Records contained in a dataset
★ ★ ★
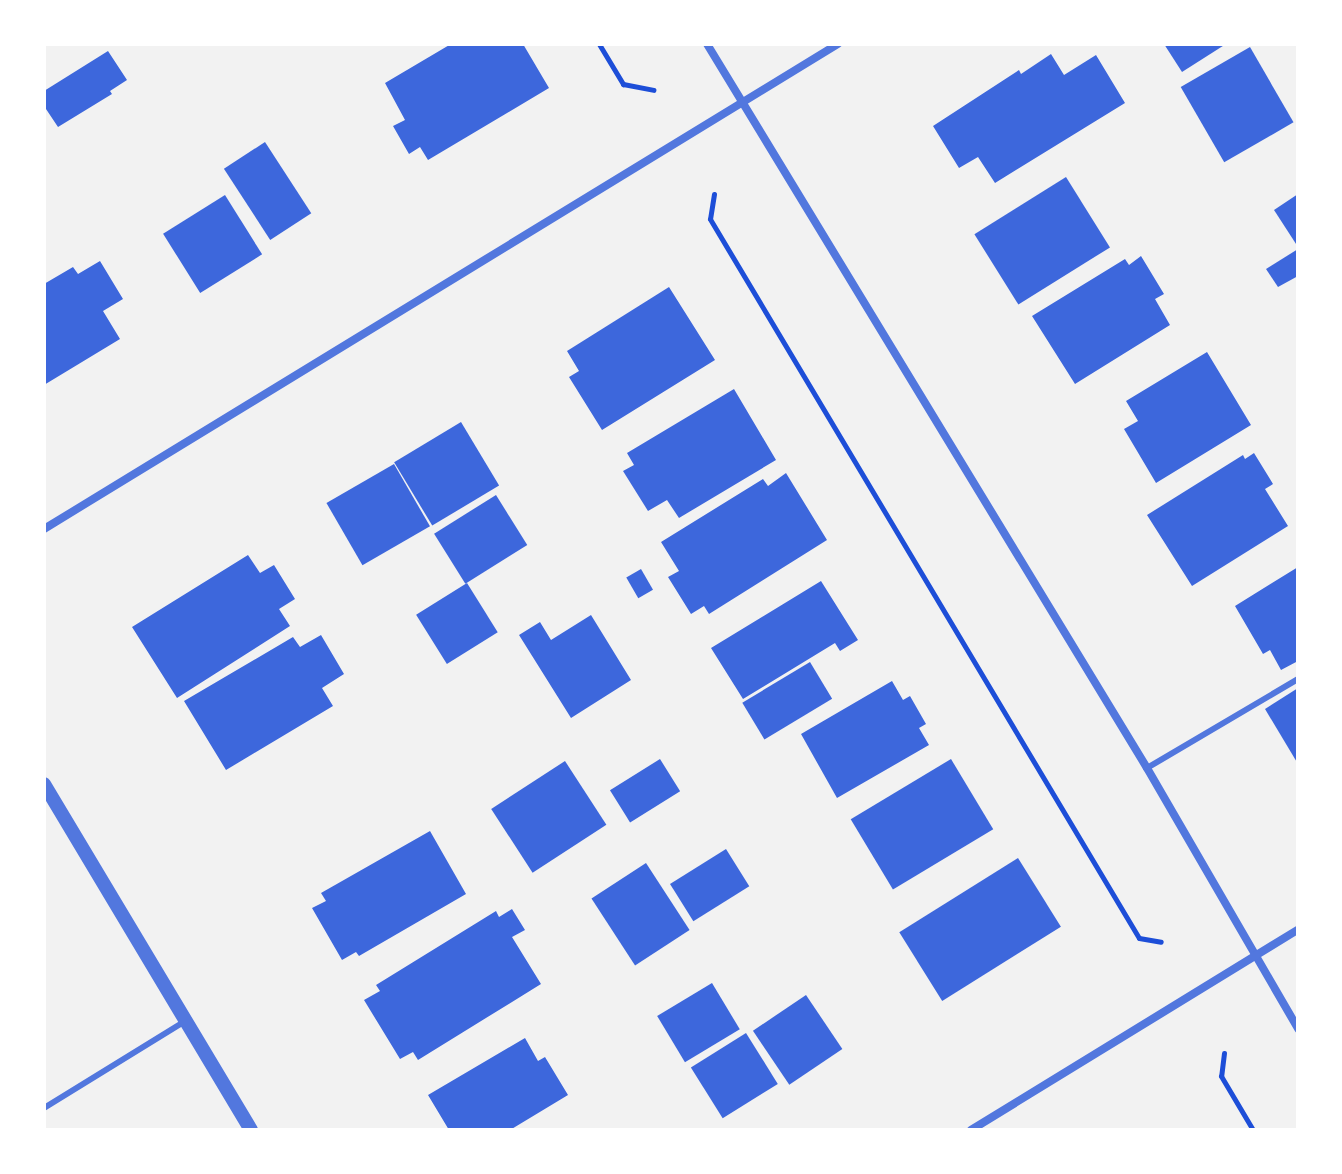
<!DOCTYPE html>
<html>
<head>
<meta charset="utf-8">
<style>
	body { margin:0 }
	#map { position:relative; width:1342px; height:1174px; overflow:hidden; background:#f2f2f2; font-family:"Sofia Sans Condensed",sans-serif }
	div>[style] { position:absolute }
	.building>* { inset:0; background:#3d67dc; transform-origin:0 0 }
	.path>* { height:5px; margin:-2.5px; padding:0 2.5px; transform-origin:2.5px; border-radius:2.5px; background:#1d4ed8 }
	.service>* { height:6px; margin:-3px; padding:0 3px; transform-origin:3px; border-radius:3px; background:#5277de }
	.minor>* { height:8px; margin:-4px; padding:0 4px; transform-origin:4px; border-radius:4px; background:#5277de }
	.tertiary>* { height:14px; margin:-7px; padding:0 7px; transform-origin:7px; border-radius:7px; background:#5277de }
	span { translate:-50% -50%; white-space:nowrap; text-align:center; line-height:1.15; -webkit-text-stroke:7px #fff; paint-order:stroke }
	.frame { position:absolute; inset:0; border:46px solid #fff; pointer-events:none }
</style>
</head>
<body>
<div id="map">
	<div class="building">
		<i style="clip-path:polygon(451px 44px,523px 44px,549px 88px,428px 160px,420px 147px,409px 154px,393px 126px,405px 120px,385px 83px)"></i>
		<i style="clip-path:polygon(1164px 44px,1226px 44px,1182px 72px)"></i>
		<i style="left:1250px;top:47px;width:87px;height:80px;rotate:60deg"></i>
		<i style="clip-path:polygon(108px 51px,127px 80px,110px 91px,112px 94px,58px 127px,44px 106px,44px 91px)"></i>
		<i style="clip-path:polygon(1051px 54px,1064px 75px,1096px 55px,1125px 103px,995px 183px,978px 157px,959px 168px,933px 126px,1019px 70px,1021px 74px)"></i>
		<i style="left:265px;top:142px;width:85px;height:49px;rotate:57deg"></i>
		<i style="left:1066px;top:177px;width:83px;height:108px;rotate:58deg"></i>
		<i style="clip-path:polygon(1298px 194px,1298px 247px,1274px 210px)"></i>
		<i style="left:225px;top:195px;width:70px;height:73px;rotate:58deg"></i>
		<i style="clip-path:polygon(1298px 249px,1298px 276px,1278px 287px,1266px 269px)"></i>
		<i style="clip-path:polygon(1141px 256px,1164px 294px,1155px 299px,1170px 325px,1075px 384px,1032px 316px,1125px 259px,1129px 265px)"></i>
		<i style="clip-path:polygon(100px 261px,123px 299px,103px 311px,120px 339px,44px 385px,44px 284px,73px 267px,78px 274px)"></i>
		<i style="clip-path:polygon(669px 287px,715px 360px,602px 430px,569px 377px,579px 371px,567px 351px)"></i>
		<i style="clip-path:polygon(1207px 352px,1251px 425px,1156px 483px,1124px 429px,1138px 421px,1126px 401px)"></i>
		<i style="clip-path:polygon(734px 389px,776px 460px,679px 518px,667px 500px,648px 511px,623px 471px,634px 465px,627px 453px)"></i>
		<i style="left:461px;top:422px;width:74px;height:78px;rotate:59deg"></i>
		<i style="clip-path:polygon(1254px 453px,1273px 484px,1265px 489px,1288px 526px,1192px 586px,1147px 515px,1243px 455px,1245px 459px)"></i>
		<i style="left:394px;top:464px;width:72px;height:78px;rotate:60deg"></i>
		<i style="clip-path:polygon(786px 473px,827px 540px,709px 614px,704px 606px,691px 614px,668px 577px,679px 571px,661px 542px,763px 479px,768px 486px)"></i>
		<i style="left:496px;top:495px;width:59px;height:73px;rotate:58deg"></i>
		<i style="clip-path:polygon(248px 555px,260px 573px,274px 565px,295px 599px,279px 609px,290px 626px,177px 698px,132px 627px)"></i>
		<i style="clip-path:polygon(1298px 567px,1298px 661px,1281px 670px,1270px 650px,1263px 654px,1235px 606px)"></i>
		<i style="left:641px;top:569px;width:24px;height:17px;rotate:60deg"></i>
		<i style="clip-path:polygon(821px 581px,858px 640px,840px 651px,835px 643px,743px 699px,711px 648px)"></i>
		<i style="left:467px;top:583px;width:58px;height:60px;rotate:58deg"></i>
		<i style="clip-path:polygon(591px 615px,631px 680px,571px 718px,519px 635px,540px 622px,551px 640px)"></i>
		<i style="clip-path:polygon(321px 635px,344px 674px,322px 688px,333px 706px,226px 770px,184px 701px,293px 637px,300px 647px)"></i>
		<i style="left:810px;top:662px;width:43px;height:79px;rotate:59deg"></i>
		<i style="clip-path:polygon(892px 681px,903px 700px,910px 696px,926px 724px,919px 728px,929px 745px,837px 798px,801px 734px)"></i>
		<i style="clip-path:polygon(1298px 688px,1298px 764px,1265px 709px)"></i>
		<i style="left:660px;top:759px;width:38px;height:59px;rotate:58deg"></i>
		<i style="left:951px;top:759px;width:82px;height:117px;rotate:59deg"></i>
		<i style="left:565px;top:761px;width:76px;height:88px;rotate:57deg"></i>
		<i style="clip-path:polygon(430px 831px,466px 894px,359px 956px,356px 952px,342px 960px,312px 908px,326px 901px,321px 893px)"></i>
		<i style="left:726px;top:849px;width:44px;height:66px;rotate:58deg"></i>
		<i style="left:1018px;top:858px;width:81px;height:140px;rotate:58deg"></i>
		<i style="left:646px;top:863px;width:80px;height:65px;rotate:57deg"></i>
		<i style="clip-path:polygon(512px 909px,525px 930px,512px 937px,541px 984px,418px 1060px,413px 1052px,400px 1059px,364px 1000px,380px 991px,376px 985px,496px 911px,499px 917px)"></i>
		<i style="left:712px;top:983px;width:54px;height:64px;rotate:59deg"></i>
		<i style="left:806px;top:995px;width:65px;height:64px;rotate:56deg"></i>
		<i style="left:746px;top:1033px;width:60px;height:65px;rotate:58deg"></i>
		<i style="clip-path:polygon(525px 1038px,538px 1061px,545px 1057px,568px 1095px,510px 1130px,449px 1130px,428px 1095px)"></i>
	</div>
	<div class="path">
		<i style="left:599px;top:44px;width:47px;rotate:59deg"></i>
		<i style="left:623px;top:84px;width:31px;rotate:11deg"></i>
		<i style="left:714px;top:194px;width:25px;rotate:99deg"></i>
		<i style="left:710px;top:219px;width:837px;rotate:59.18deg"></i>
		<i style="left:1139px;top:938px;width:22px;rotate:10deg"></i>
		<i style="left:1224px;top:1053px;width:23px;rotate:97deg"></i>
		<i style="left:1221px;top:1076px;width:63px;rotate:59.3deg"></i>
	</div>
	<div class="service">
		<i style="left:1147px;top:768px;width:175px;rotate:-30.5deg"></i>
		<i style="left:44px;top:1108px;width:164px;rotate:-31.6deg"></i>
	</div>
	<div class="minor">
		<i style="left:707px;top:44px;width:847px;rotate:58.71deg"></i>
		<i style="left:1147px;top:768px;width:302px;rotate:59.9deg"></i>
		<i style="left:44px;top:529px;width:930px;rotate:-31.42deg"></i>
		<i style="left:971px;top:1130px;width:383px;rotate:-31.5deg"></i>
	</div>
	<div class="tertiary">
		<i style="left:44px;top:784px;width:403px;rotate:59.1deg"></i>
	</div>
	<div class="frame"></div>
</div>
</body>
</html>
★ ★ ★
TASK PROMPT —
What is needed is an exact retyping of the lines from the start of the data through the line with "position:relative; width:1342px; height:1174px;", with both end lines kept and every picture left out.

ANSWER TO THIS EXERCISE —
<!DOCTYPE html>
<html>
<head>
<meta charset="utf-8">
<style>
	body { margin:0 }
	#map { position:relative; width:1342px; height:1174px; overflow:hidden; background:#f2f2f2; font-family:"Sofia Sans Condensed",sans-serif }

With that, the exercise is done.